Tumor shrinkage is a measure of activity. Research compounds can be screened for activity and then are tested further to see if this activity results in a benefit to the patient in terms of increased survival. With the vaccines our hints of activity are immune response that is ASSUMED or PRESUMED to have benefit and the occasional anecdotal patient that appears to benefit from vaccine therapy. So the vaccine companies have less cause/effect data and have to rely more on a statistical argument for the investment thesis. Here's my issue with this. Statistically test 50 different placebo vaccines and a handful of them will have what appears to be compelling survival or PFS data. Look hard enough at any body of data and natural variance will give a good statistician plenty of fodder to make a claim of efficacy. Add to this the selectively opaque one way viewing of data that is de rigueur for developmental biotech and it is easy to see why a heck of a lot more money has been made betting on the short side of cancer immunotherapy than has been made on the long side.
I can only see the abstracts.
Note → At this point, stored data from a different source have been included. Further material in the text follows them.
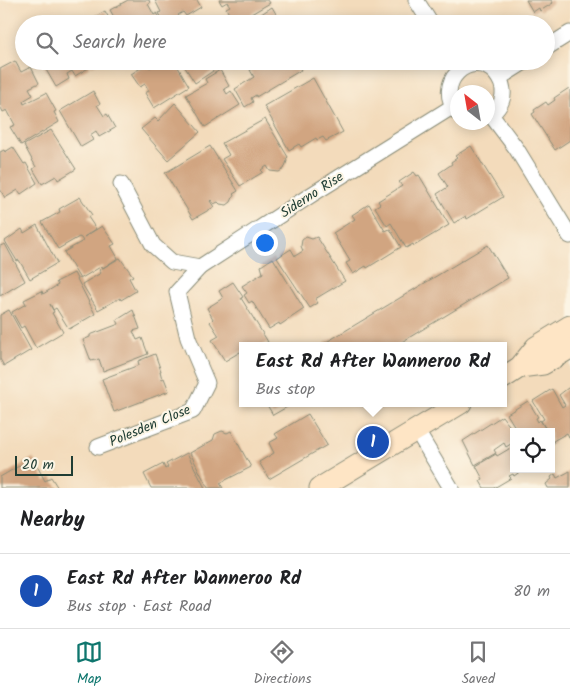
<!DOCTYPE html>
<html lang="en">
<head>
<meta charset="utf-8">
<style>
	:root { --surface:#fff; --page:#f6f6f6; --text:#202124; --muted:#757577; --line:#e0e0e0; --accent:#0f766e }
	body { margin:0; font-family:Kalam,sans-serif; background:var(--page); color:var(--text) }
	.controls { position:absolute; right:15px; bottom:15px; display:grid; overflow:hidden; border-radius:0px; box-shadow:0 2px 12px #0003 }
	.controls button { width:45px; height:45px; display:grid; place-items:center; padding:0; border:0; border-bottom:1px solid var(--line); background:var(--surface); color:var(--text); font:25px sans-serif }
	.compass { position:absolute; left:450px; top:85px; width:45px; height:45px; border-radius:50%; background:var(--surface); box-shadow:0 2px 12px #0003; rotate:329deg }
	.scale { position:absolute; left:15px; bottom:12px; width:58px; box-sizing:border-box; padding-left:5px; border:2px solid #1f3d34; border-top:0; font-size:14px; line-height:18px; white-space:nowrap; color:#1f3d34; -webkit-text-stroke:4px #fcf5e5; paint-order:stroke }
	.you { position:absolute; left:264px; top:242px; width:18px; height:18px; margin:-12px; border:4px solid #fff; border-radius:50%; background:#1a73e8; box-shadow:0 0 0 8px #1a73e833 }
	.badge { display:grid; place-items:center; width:32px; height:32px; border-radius:50%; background:var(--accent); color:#fff; font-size:16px; font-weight:700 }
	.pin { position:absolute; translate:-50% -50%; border:2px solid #fff; box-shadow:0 1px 5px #0006 }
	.popup { position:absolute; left:239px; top:342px; width:268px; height:65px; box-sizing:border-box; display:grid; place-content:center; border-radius:0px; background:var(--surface); filter:drop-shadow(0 1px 4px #0005); font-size:16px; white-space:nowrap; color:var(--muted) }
	.popup b { font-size:19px; color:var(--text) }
	.popup::after { content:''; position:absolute; left:50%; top:100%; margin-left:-10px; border:10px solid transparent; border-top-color:var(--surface) }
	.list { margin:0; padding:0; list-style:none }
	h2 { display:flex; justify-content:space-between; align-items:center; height:65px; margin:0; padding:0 20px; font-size:21px }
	h2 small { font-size:16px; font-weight:400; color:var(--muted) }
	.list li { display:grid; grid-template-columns:32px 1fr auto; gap:15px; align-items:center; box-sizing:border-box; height:75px; padding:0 20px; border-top:1px solid var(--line) }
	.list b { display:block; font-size:19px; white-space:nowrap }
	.list p { margin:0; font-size:16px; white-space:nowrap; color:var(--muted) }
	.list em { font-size:16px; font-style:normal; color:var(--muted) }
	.icon { flex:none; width:28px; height:28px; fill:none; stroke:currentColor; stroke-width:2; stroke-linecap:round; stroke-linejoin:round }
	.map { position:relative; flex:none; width:570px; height:488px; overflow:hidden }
	.search { position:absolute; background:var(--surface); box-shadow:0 2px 12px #0003; left:15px; right:15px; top:15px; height:55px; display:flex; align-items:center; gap:12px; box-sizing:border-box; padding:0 18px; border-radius:28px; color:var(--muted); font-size:19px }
	.sheet { height:140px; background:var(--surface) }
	nav { display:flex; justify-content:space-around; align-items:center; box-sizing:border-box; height:70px; border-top:1px solid var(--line); background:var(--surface); font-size:14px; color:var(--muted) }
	nav a { display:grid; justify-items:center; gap:2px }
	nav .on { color:var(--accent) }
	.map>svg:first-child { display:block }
	.building { fill:#d1a581 }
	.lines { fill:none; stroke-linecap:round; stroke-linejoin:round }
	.street-casing { stroke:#898c78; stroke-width:17 }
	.secondary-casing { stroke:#898c78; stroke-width:23 }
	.street { stroke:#fff; stroke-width:15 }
	.secondary { stroke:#fee5c5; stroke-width:21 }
	.labels { text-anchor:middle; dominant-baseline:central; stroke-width:4; stroke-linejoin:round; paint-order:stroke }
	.street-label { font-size:14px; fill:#1f3d34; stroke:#fcf5e5 }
</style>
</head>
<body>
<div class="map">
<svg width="570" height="488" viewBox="0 0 570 488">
	<rect width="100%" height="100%" fill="#fcf5e5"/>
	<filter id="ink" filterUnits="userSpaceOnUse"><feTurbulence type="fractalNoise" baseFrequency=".02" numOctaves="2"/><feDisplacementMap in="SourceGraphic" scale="10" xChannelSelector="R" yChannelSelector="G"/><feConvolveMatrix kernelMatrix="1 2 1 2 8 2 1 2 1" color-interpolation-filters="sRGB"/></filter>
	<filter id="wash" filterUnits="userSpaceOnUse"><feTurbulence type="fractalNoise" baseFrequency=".0096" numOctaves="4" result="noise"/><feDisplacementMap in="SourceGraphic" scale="20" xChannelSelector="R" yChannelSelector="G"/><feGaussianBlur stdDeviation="1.12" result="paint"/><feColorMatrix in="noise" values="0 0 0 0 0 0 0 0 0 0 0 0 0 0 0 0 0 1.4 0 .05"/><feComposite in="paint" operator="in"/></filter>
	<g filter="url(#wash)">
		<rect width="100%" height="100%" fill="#f3dbbb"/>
		<g id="blocks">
			<!-- building -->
			<g class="building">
				<path d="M128,0H149L150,3L148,4L154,15L157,13L163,24H118L110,10Z"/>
				<path d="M155,0H197L201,7L186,16L183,12L178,15L181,19L172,24H165L159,13L161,12Z"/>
				<path d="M219,0H268L270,3L234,24L226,8L230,6L227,2L222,5Z"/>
				<path d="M526,0H551L553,3L540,11L539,8L533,12Z"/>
				<path d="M272,7L282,24H238L250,17L252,20Z"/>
				<path d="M105,11L112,24H82Z"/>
				<path d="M15,61L21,72L31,67L39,83L29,88L33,95L23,101L24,104L46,93L56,111L54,112L59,122L21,145L10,127L15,125L7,110L3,112L0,106V69Z"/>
				<path d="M41,61H87L90,67L75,76L72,71L67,74L69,79L56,87Z"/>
				<path d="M89,61H101L92,66Z"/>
				<path d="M158,61H173L171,63L172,64L175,62L189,86L154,108L145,93L149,91L145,84L140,87L131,74L147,64L150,68Z"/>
				<path d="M181,61H228L195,83Z"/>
				<path d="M263,61H295L301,70L256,97V95L251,98L253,102L245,107L235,89L254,77L250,70Z"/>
				<path d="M220,70L229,86L224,89L227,94L231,91L240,105L205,127L186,95L207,83L205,79Z"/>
				<path d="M313,78L343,132L326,141L323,137L317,140L316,138L301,147L299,144L289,150L264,106Z"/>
				<path d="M569,88L570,91V140L555,150L532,114L535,112L534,110L546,102L548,105L555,100L554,98Z"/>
				<path d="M93,91L100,104L97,105L104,116L107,114L115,128L99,137L96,131L90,135L93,140L81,147L60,111Z"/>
				<path d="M175,103L200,132L168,160L141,129L155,118L158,121Z"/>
				<path d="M265,119L288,157L286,159L287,161L284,169L279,172L270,171L267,166L261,170L263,172L240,186L222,159L229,155L222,143Z"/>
				<path d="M51,130L76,169L58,180L56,176L42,184L33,169L36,167L24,145Z"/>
				<path d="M210,146L238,191L233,194L234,195L231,202L227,205L220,204L218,202L214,204L211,200L210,201L214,207L193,219L165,173Z"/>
				<path d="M471,146L503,197L467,219L466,216L454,223L437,194L448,187L439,173L452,164L451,162L457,158L455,156Z"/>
				<path d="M13,147L24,164L26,163L37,183L21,194L18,190L5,198L0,189V152L4,150L5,152Z"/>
				<path d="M414,172L417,176L419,175L449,225L414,246L413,244L406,248L391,223L387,226L375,207L380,204L378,201L402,186L399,182Z"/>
				<path d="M80,197L92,215L88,217L96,229L84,237L102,226L115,244L111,246L118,258L103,268L102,266L80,279L64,252L83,241L81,238L79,237L58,249L42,222L60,212L59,209Z"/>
				<path d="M369,204L385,231L390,229L401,247L367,268L366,266L353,274L346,263L350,261L333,233L355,219L352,215Z"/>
				<path d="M37,225L57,263L30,279L19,260L17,261L5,241L22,229L24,233Z"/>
				<path d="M306,237L312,239L317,237L345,281L315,299L318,303L310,308L277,258L291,249L295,256L303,251L301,246L302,240Z"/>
				<path d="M5,244L25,281L0,296V246Z"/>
				<path d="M488,245L508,278L395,346H327L325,343Z"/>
				<path d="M120,258L133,276L129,278L136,291L121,300L120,298L98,310L82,284L101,273L99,270Z"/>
				<path d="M273,258L304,309L280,325L279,323L269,329L252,301L249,303L244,295L247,293L242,286L263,273L261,266Z"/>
				<path d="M74,273L95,314L69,329L56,308L53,310L50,304L54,312L52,313L63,332L36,348L24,326L21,328L12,312L26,304L24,300L42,291L43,294L58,285L56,282Z"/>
				<path d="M233,282L243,297L241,298L268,342L262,346H243V352H240L225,361L212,340L219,336L210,322L213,319L207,308L223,298L219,291Z"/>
				<path d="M9,310L31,350L4,366L0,359V315Z"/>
				<path d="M133,310L140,329L133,331L137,340L142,338L148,354L103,371L99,359L91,361L83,340L90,337V335L119,324L117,320Z"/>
				<path d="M155,354L161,371H160L162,379L164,378L169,391L114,412L102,379L139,365L138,361Z"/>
				<path d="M568,388H570V439L567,433L553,441L554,443L551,445V432H518L507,414L528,401L538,417L536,418L538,422L540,420L547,431L541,421L544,419L533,401L552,389L562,407L565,405L559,395Z"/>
				<path d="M266,403H294L273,415Z"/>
				<path d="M308,414L327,445L269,479L259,462L274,453L269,443L278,438L275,434Z"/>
				<path d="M502,416L514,432V442L506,447L504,443L494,450L496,453L475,465L463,441Z"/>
				<path d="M222,431L227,433L231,431L251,467L220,483L223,488H208L190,453L213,440L215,434Z"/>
				<path d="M514,446V469H524L514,476L513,474L509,476L511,478L494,488H484L480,481L483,479L476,466L496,454L497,456Z"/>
				<path d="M187,453L205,488H151L144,474L163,464L165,469L168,467L166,464Z"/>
				<path d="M33,458L45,481L51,477L58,488H0V477Z"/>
				<path d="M570,471V488H548L546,484L552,479L551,477L555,474L557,478Z"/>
			</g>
		</g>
	</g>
	<g filter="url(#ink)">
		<use href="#blocks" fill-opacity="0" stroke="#898c78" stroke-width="1"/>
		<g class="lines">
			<!-- street casing -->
			<g class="street-casing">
				<g id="street">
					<path d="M416,0L431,24"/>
					<path d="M546,48L570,33"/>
					<path d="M499,78L526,61"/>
					<path d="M458,113C432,84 470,48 495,73C500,79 504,87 503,95C502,104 496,112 488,116"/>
					<path d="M491,115L516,148L570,236"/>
					<path d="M121,184L153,245L172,262L200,267L311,195L452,107"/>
					<path d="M417,431L451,488"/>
					<path d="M98,447L193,411L207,383L188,338L177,292L200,267"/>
				</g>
			</g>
			<!-- secondary casing -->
			<g class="secondary-casing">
				<g id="secondary">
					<path d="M520,367L543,364L570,348"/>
					<path d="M503,378L520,367L536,347L570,326"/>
					<path d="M320,488L461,403"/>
				</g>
			</g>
			<!-- street -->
			<use href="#street" class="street"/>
			<!-- secondary -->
			<use href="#secondary" class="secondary"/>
		</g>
	</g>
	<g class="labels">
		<!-- street labels -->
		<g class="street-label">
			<text transform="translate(312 195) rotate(-33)">Siderno Rise</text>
			<text transform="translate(150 426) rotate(-23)">Polesden Close</text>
		</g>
	</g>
</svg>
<div class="controls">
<button><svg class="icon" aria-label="locate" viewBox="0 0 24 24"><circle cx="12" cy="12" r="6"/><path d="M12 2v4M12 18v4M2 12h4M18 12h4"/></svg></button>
</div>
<svg class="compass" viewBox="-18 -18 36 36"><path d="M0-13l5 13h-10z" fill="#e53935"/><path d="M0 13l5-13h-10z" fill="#757577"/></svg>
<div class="scale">20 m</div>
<div class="you"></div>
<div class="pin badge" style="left:373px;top:442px;background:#1a4fb4">1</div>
<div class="popup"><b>East Rd After Wanneroo Rd</b>Bus stop</div>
<div class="search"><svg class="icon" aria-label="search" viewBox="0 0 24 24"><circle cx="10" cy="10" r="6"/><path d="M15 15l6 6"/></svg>Search here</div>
</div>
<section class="sheet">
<h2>Nearby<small></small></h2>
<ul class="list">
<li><span class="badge" style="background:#1a4fb4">1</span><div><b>East Rd After Wanneroo Rd</b><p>Bus stop · East Road</p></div><em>80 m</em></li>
</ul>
</section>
<nav>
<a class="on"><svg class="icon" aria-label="map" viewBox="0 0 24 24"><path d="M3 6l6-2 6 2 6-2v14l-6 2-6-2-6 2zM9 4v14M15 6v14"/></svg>Map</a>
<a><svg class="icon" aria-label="directions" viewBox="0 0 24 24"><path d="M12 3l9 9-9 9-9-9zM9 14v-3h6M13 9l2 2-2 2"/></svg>Directions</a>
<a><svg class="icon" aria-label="saved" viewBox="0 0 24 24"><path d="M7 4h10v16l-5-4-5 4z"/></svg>Saved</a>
</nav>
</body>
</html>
Kurzrock was lead author for the phase 1 study of Cabo that had the MTC cohort that led to the phase 3. This was back when they were using very high dose Cabo. I wonder if the calcitonin spikes correlated to drug treatment holidays or dose reductions? NCCN is doing an MTC webinar later this morning you might be interested in.
Not sure, but I'm guessing the takeaway message is for oncologists to find a dose level that their patients can maintain without interruption.